This work addresses the high memory overhead of conventional large language models (LLMs) and the limited scalability of existing quantum-enhanced approaches on real hardware. The authors propose embedding Cayley-parameterized unitary adapters into the frozen projection layers of LLMs, enabling end-to-end inference on IBM Quantum System Two—a 156-qubit superconducting processor. With only approximately 6,000 additional parameters, the method reduces perplexity by 1.4% on Llama 3.1 8B and recovers 83% of the performance loss in SmolLM2 due to compression, successfully answering questions that classical baselines fail to address. This study presents the first demonstration of quantum enhancement for billion-parameter-scale models on actual quantum hardware and identifies a critical phase transition between noise and expressivity, offering a viable pathway toward practical quantum-augmented language modeling.

Large language models (LLMs) have transformed artificial intelligence, yet classical architectures impose a fundamental constraint: every trainable parameter demands classical memory that scales unfavourably with model size.

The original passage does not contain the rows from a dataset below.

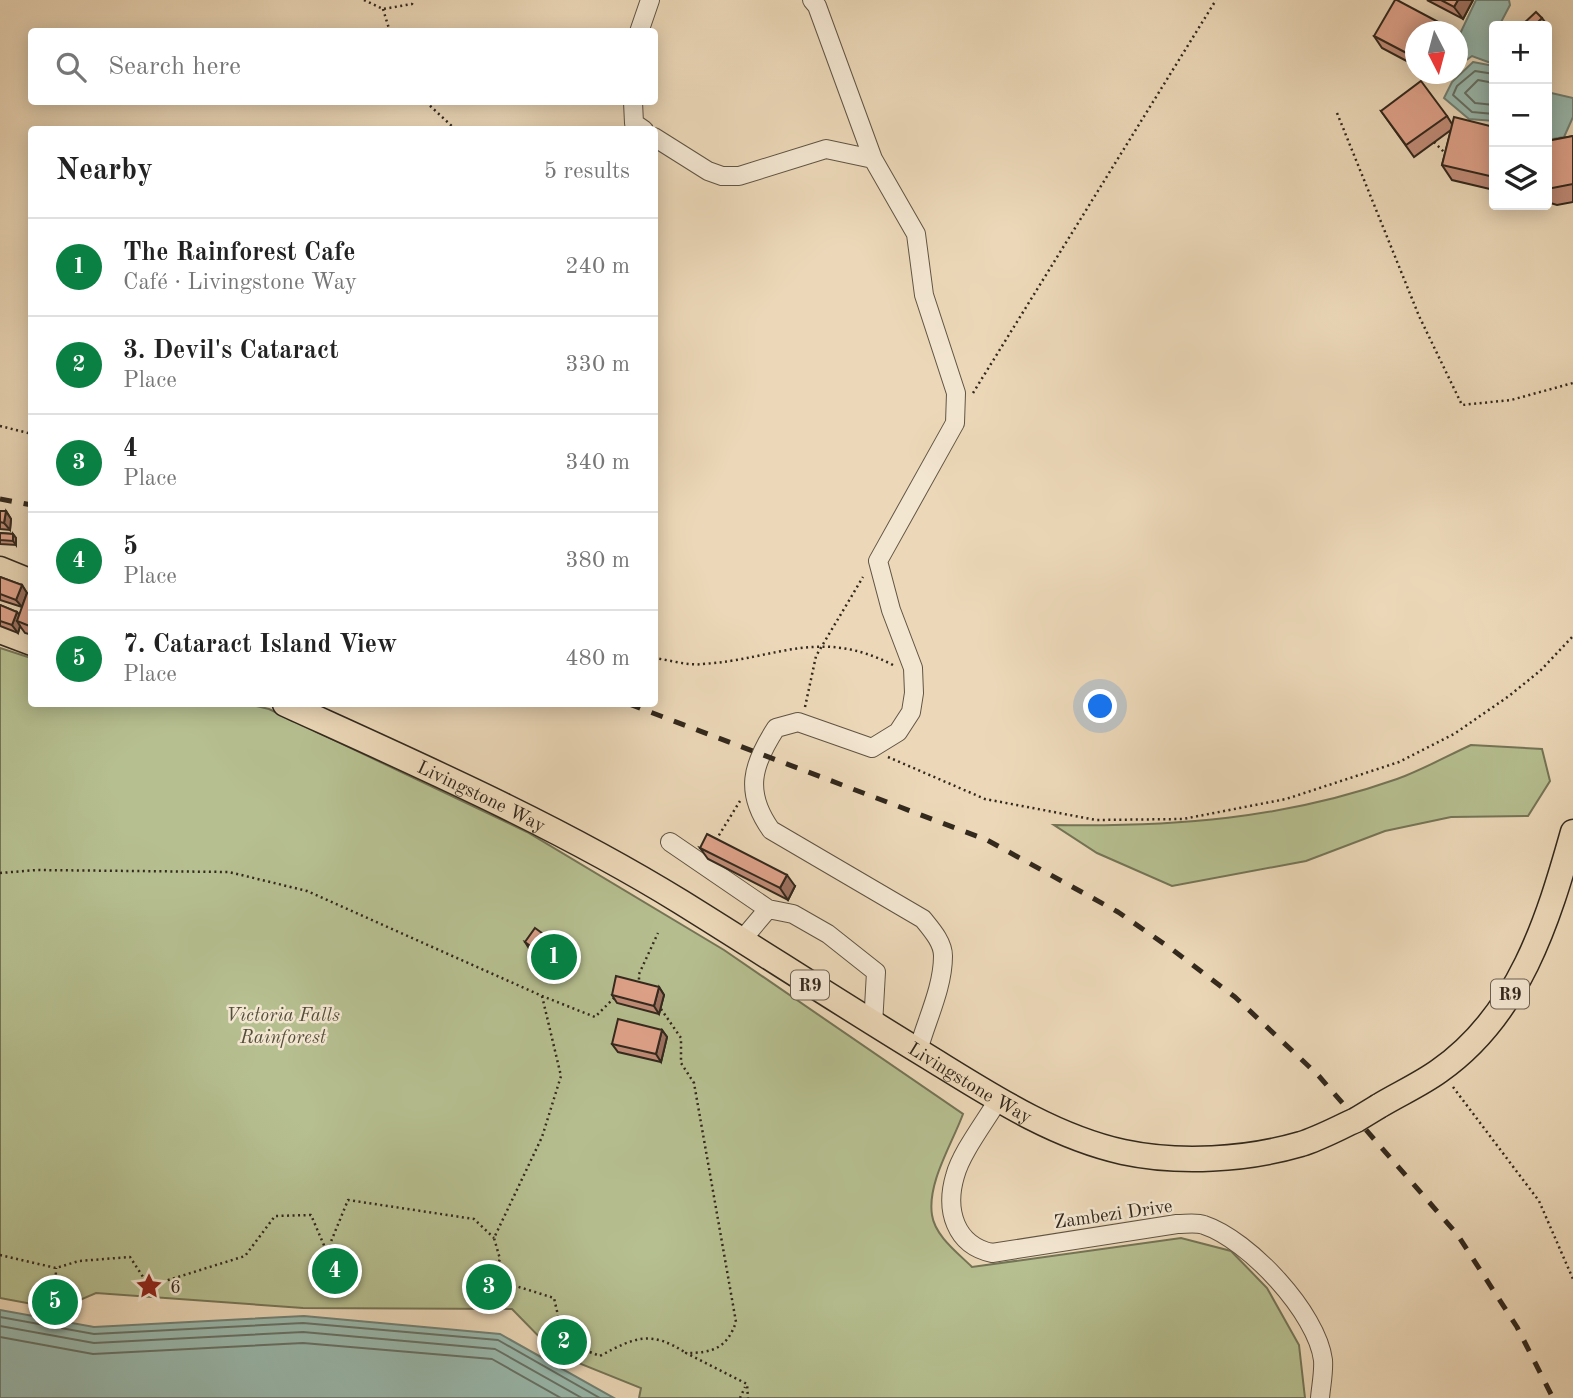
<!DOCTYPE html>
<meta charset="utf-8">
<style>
body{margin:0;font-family:"Old Standard TT",serif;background:#f6f6f6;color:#222}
.controls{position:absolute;right:21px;top:21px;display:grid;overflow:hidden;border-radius:7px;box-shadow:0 4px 18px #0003}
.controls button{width:63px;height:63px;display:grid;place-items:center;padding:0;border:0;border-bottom:2px solid #e0e0e0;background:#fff;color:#222;font:35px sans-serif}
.compass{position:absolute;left:1405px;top:21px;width:63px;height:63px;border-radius:50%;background:#fff;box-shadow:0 4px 18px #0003;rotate:174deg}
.you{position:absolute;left:1101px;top:707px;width:24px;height:24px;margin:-18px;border:5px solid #fff;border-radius:50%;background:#1a73e8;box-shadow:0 0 0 10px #1a73e833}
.badge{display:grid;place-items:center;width:46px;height:46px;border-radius:50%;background:#0b8043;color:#fff;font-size:23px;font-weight:700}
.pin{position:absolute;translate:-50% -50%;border:4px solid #fff;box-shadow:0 2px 7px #0006}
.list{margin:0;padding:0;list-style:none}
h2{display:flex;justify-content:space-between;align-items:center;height:91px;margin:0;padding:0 28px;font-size:30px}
h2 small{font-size:23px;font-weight:400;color:#767676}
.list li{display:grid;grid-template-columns:46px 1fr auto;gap:21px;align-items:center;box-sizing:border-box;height:98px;padding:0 28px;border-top:2px solid #e0e0e0}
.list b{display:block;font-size:26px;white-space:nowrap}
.list p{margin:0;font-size:23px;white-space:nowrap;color:#767676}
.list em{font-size:23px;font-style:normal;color:#767676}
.icon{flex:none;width:38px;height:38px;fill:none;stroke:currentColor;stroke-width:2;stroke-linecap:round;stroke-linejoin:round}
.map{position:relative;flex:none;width:1573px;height:1398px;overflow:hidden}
.search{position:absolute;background:#fff;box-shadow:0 4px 18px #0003;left:28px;top:28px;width:630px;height:77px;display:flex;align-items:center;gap:18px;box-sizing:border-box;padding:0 24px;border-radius:7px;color:#767676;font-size:26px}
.panel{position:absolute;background:#fff;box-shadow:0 4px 18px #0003;left:28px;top:126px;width:630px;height:581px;border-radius:7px}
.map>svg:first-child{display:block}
.green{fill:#b6bf90;stroke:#747456;stroke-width:2}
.water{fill:#99baaf;stroke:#708075;stroke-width:2}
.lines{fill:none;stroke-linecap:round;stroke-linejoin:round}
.shore{stroke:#667166;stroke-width:2}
.minor-casing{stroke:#605444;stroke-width:20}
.highway-casing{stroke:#32281d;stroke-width:27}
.path{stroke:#32281d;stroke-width:2.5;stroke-dasharray:2 3.5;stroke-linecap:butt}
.minor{stroke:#f3e6d1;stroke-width:18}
.highway{stroke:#ecd8b8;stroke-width:24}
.rail{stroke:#32281d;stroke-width:5;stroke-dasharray:12 12;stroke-linecap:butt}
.highway-bridge-casing{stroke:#32281d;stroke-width:27;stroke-linecap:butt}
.highway-bridge{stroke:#ecd8b8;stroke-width:24}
.wall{fill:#c18c78;stroke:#32281d;stroke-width:2}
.shaded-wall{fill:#9d7261;stroke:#32281d;stroke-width:2}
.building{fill:#e0a38b;stroke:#32281d;stroke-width:2}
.labels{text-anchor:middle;stroke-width:5;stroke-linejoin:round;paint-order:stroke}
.shield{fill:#f3e6d1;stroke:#6c6153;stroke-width:2}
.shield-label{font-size:18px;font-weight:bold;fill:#32281d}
.street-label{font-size:19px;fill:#32281d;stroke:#f3e6d1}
.park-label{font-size:19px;font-style:italic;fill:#534e3a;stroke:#f3e6d1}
.poi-label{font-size:19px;fill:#32281d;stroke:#f3e6d1;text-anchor:start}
</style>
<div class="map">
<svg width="1573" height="1398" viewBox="0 0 1573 1398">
<rect width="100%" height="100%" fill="#ecd8b8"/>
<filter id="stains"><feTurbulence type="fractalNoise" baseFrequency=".00286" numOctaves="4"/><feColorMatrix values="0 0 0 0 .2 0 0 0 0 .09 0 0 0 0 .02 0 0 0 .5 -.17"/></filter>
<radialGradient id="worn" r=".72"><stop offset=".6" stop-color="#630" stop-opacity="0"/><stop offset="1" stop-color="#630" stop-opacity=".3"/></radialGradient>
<path class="green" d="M 0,648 L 31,658 L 32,704 L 248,704 L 269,709 L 527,832 L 724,950 L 963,1114 C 952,1144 927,1183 932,1215 C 935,1236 958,1253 972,1267 L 1181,1238 L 1231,1251 L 1267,1288 L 1299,1345 L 1305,1398 L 639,1398 L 641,1388 L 556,1354 L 512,1309 L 303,1308 L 96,1293 L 59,1309 L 0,1298 Z
M 1471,745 L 1542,749 L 1550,781 L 1528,816 L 1451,817 L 1385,831 L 1306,861 L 1172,886 L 1097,853 L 1054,825 C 1173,827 1284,819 1397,779 C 1422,770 1447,756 1471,745 Z"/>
<path class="water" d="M 1476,0 L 1509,0 L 1510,5 L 1499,26 L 1494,26 L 1494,60 L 1491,63 L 1472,56 L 1458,66 L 1458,38 Z
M 1473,62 L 1494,66 L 1494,121 L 1469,119 L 1444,98 L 1452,82 Z
M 1547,92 L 1573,98 L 1573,117 L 1564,137 L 1547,140 Z
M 0,1310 L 94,1327 L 304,1316 L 500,1334 L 614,1398 L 0,1398 Z"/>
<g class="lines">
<path class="shore" d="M 1494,74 L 1475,71 L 1457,86 L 1453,95 L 1472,112 L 1494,114
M 1494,83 L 1478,80 L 1465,93 L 1475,103 L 1494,105
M 0,1317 L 94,1334 L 303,1323 L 498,1340 L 600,1398
M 0,1326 L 94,1343 L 303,1332 L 495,1349 L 582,1398
M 0,1337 L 93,1354 L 303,1343 L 492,1359 L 561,1398"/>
<defs>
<path id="minor" d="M 812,0 L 817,6 L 873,159 L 916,234 L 924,295 L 956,393 L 955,423 L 878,561 L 891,610 L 913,668 L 914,693 L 911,712 L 898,732 L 872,748 L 798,722 L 776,728 C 752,765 744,792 771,830 L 923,919 C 931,929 943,942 943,956 C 943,988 926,1021 918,1051
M 639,32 L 650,0
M 633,102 L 634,123 L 644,130
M 654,137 L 708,171 L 722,176 L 739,176 L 826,149 L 873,159
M 670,842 L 768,909 L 793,914 L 828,934 L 876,972 L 873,1025
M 741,941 L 768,909
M 998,1100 C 985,1122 961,1153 955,1176 C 945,1210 955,1245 992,1253 L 1177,1224 C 1186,1224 1196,1222 1204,1225 C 1249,1240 1317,1313 1323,1360 C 1324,1372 1321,1386 1320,1398"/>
<g id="highway">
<path d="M 0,569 L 32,582"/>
<path d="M 0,631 L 32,643"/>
<path id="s1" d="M 285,704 C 419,765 556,825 681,902 C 763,953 843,1005 925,1055 C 987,1093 1051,1136 1123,1152 C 1179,1164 1246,1160 1301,1144 C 1320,1138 1338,1128 1356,1120"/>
<path d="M 1379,1106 C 1399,1094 1421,1084 1439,1071 C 1519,1015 1548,921 1573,832"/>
</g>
</defs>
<use href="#minor" class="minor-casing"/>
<use href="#highway" class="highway-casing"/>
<path class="path" d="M 364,0 L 383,9 L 412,4 L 414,0
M 383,9 L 390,32
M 426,102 L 456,130
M 1337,113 L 1419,316 L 1462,405 L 1511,400 L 1573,383
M 1434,142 L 1445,153
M 973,393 L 1216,0
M 0,426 L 32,434
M 654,658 C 670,660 688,666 703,664 C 777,659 819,627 893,665
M 805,707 L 816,656 L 863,577
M 888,757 L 985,799 L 1096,820 L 1183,819 L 1286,799 L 1399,762 L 1454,734 L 1509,696 L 1541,670 L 1573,636
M 716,840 L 740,801
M 0,873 L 37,870 L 229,872 L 307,891 L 542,996 L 595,1017 L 615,997
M 639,985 L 639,974 L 658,933
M 542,996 L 561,1076 L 542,1137 L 494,1238 L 500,1259 L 489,1287 L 503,1282 L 554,1298 L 564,1342 L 600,1356 C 635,1337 651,1330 686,1353
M 661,1009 L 681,1038 L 681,1063 L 694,1083 L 736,1322 C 727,1348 713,1353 686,1353 L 747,1384 L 748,1398
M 1453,1087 L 1539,1201 L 1573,1279
M 0,1255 L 56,1268 L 79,1261 L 130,1257 L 149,1286 L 245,1256 L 275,1216 L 311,1215 L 335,1271 L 330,1244 L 348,1200 L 474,1219 L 494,1238
M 55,1302 L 56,1268
M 740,1398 L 745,1387"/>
<use href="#minor" class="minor"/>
<use href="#highway" class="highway"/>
<path class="rail" d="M 0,499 L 32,505
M 629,704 L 987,840 L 1118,912 L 1173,950 L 1235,997 L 1318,1075 L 1457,1234 L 1517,1327 L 1553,1398"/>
<defs>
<path id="highway-bridge" d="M 1356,1120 L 1379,1106"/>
</defs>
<use href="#highway-bridge" class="highway-bridge-casing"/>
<use href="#highway-bridge" class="highway-bridge"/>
</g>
<path class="wall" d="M 1427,0 L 1473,0 L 1463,19 Z
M 1542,18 L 1545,22 L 1541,26 L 1525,26 L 1523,24 Z
M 1416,32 L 1416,66 L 1382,48 L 1374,36 Z
M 1381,111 L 1447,116 L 1452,124 L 1494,127 L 1494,190 L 1452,180 L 1442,165 L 1451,130 L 1414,157 Z
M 1573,136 L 1573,202 L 1557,205 L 1547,202 L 1547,141 Z
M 0,511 L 6,511 L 11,519 L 10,530 L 0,529 Z
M 0,533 L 13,534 L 16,538 L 16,545 L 0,544 Z
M 0,577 L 22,585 L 27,593 L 22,607 L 0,600 Z
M 32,594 L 32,635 L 25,633 L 20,626 L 18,633 L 0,626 L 0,605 L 17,612 L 19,615 Z
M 700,848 L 795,886 L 788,900 L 708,859 Z
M 525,942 L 573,960 L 563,973 L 530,950 Z
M 659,987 L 664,995 L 659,1014 L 617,1003 L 612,995 Z
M 662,1030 L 667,1037 L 661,1062 L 618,1052 L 612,1044 Z"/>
<path class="shaded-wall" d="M 1458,0 L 1473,0 L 1463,19 L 1454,7 Z
M 1444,25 L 1449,32 L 1441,32 Z
M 6,511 L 11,519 L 10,530 L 4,523 Z
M 13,534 L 16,538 L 16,545 L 13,541 Z
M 22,585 L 27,593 L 22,607 L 16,600 Z
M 17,612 L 23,620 L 17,621 L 20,626 L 18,633 L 12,625 Z
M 787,875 L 795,886 L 788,900 L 780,888 Z
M 568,952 L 573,960 L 563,973 L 557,966 Z
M 659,987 L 664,995 L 659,1014 L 654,1006 Z
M 662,1030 L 667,1037 L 661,1062 L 656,1054 Z"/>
<path class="building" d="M 1395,0 L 1397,0 L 1444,25 L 1441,32 L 1416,32 L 1416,58 L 1374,36 Z
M 1441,0 L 1458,0 L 1454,7 Z
M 1536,12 L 1542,18 L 1534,26 L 1526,26 L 1523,24 Z
M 1421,81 L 1447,116 L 1406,145 L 1381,111 Z
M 1454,117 L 1494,127 L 1494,177 L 1442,165 Z
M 1573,136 L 1573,184 L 1547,189 L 1547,141 Z
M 0,511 L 6,511 L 4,523 L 0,522 Z
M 0,533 L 13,534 L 13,541 L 0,540 Z
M 0,577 L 22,585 L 16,600 L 0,594 Z
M 27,593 L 32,594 L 32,627 L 17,621 Z
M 0,605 L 17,612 L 12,625 L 0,621 Z
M 707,834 L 787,875 L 780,888 L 700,848 Z
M 535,928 L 568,952 L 557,966 L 525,942 Z
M 616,976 L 659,987 L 654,1006 L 612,995 Z
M 618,1019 L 662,1030 L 656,1054 L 612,1044 Z"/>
<defs>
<symbol id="sight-bare" viewBox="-9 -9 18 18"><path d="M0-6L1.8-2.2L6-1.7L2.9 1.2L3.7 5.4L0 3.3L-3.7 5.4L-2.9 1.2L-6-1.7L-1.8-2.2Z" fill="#8f2418" stroke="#f3e6d1" stroke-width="2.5" paint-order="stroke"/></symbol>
</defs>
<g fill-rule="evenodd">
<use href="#sight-bare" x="130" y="1267" width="38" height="38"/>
</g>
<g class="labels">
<g class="shield">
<rect x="791" y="970.5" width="38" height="29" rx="5"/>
<rect x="1491" y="979.5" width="38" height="29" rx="5"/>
</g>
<g class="shield-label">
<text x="810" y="991">R9</text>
<text x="1510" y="1000">R9</text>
</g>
<g class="street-label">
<text dy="7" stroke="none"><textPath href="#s1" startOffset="217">Livingstone Way</textPath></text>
<text dy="7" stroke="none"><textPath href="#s1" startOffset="784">Livingstone Way</textPath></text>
<text transform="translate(1113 1213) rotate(-8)" y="7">Zambezi Drive</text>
</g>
<g class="park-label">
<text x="283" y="1021">Victoria Falls<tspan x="283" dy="22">Rainforest</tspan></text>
</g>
<g class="poi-label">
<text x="170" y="1293">6</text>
</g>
</g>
<rect width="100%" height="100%" filter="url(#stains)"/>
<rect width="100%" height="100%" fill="url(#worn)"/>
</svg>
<div class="controls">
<button>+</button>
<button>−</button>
<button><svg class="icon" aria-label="layers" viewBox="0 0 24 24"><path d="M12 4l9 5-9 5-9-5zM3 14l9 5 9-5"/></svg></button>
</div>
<svg class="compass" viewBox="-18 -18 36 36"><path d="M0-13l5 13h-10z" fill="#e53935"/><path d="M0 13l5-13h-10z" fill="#767676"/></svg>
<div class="you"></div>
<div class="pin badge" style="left:554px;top:957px">1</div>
<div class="pin badge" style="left:564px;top:1342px">2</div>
<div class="pin badge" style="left:489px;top:1287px">3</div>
<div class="pin badge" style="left:335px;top:1271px">4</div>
<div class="pin badge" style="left:55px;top:1302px">5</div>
<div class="search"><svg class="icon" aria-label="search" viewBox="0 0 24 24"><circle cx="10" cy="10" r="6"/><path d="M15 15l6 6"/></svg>Search here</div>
<section class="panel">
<h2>Nearby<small>5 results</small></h2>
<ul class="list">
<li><span class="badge">1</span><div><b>The Rainforest Cafe</b><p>Café · Livingstone Way</p></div><em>240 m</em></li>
<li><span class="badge">2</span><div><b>3. Devil's Cataract</b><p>Place</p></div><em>330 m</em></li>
<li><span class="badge">3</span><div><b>4</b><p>Place</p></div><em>340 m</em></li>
<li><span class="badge">4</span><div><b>5</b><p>Place</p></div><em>380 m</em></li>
<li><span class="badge">5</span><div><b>7. Cataract Island View</b><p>Place</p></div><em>480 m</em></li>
</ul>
</section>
</div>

Quantum computing offers a qualitatively different pathway, but practical demonstrations on real hardware have remained elusive for models of practical relevance. Here we show that Cayley-parameterised unitary adapters -- quantum circuit blocks inserted into the frozen projection layers of pre-trained LLMs and executed on a 156-qubit IBM Quantum System Two superconducting processor -- improve the perplexity of Llama 3.1 8B, an 8-billion-parameter model in widespread use, by 1.4% with only 6,000 additional parameters and end-to-end inference validated on real Quantum Processing Unit (QPU). A systematic study on SmolLM2 (135M parameters), chosen for its tractability, reveals monotonically improving perplexity with unitary block dimension, 83% recovery of compression-induced degradation, and correct answers to questions that both classical baselines fail -- with a sharp noise-expressivity phase transition identifying the concrete path to quantum utility at larger qubit scales.